The loans from the Second Period are mostly technical words related to Christianity. I don't see any problem with keeping those, but I wouldn't mind seeing them go either. But I don't think they're hurting our language very much. Those loans from this period that aren't technical jargon are fairly well established and would be hard to get rid of. And again, why go after sock, pear, or pine when we have bigger fish to fry?

The loans from the Third Period are indeed extensive within their fields. It's tough to talk about government or legal matters anymore without using Latinate words. At some point we should probably go back to using English for that field. But as long as it stays in its field, jargon isn't a real problem. And aside from governmental jargon, words like dance and fur are not our biggest problems.

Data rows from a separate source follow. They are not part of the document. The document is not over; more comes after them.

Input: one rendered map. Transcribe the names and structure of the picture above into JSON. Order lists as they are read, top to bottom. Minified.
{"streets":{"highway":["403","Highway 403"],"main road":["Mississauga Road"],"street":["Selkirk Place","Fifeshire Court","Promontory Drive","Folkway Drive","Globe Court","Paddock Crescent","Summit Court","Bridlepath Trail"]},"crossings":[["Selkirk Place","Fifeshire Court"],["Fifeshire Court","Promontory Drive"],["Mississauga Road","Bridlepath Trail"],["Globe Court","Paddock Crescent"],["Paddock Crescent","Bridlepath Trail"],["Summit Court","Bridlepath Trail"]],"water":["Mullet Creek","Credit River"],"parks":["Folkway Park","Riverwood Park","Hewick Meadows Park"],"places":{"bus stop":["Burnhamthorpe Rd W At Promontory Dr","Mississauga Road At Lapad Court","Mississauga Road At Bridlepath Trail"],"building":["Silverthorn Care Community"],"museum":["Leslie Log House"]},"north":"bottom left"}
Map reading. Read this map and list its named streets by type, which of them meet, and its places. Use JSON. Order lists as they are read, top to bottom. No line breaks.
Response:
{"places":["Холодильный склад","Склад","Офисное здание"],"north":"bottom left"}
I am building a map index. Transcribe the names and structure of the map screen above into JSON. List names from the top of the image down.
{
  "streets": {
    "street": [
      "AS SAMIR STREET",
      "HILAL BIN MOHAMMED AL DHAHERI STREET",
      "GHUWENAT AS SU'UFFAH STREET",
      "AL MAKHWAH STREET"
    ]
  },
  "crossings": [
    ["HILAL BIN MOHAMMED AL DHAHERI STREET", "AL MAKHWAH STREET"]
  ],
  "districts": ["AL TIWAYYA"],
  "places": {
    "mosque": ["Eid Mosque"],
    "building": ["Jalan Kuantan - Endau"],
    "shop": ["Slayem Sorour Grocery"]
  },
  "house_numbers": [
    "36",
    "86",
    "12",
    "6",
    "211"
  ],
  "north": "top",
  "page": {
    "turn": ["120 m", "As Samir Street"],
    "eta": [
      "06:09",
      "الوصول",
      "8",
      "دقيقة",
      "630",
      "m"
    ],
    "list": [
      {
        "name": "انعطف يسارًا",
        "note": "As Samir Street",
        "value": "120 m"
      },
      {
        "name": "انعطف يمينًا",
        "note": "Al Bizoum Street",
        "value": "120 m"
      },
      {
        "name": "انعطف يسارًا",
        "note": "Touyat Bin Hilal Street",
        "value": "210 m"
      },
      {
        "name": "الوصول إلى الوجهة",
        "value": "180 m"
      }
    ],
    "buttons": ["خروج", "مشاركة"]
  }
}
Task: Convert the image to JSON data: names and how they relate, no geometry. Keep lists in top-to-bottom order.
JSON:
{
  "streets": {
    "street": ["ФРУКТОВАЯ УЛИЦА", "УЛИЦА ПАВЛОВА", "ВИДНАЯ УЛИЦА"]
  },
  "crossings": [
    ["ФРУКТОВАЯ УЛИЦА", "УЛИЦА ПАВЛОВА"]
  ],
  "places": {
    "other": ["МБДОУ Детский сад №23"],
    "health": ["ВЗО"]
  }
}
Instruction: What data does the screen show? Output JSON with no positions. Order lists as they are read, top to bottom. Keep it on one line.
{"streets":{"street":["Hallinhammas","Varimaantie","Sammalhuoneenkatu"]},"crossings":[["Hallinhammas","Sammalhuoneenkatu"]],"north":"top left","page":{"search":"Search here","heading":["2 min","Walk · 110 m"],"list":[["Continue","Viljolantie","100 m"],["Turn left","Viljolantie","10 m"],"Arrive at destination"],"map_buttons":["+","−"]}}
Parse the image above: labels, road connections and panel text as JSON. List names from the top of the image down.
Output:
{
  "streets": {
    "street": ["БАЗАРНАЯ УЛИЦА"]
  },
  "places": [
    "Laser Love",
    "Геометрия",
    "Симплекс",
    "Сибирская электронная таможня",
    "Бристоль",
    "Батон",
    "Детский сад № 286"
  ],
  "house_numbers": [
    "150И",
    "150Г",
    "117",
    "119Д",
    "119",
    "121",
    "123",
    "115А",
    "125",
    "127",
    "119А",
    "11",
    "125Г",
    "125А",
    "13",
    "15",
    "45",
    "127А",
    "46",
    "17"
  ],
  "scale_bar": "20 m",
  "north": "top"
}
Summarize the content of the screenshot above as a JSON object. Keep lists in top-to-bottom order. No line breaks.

The loans from the Fifth Period are all mostly jargon, too. And while some other Germanic languages have found Germanic words to fill the some of the lexical gaps created by advancing technology, the technology has advanced far too quickly for most of those gaps to be filled in with native words. I mean, what can you call dichlorodiphenyltrichloroethane? And if you go with something like wonderful bug killer, how will you distinguish it from N, N-diethyl-m-toluamide? The best we can do is to use letters for them. No language planning committee can work fast enough to get rid of all this highnose gobbledygook. Those Germanic languages that do attack the loans from this period stick to only the very most common words from the group, like television or computer.

I think that as long as only a few people are ever using the word dichlorodiphenyltrichloroethane, it doesn't matter too much that the word is on the books.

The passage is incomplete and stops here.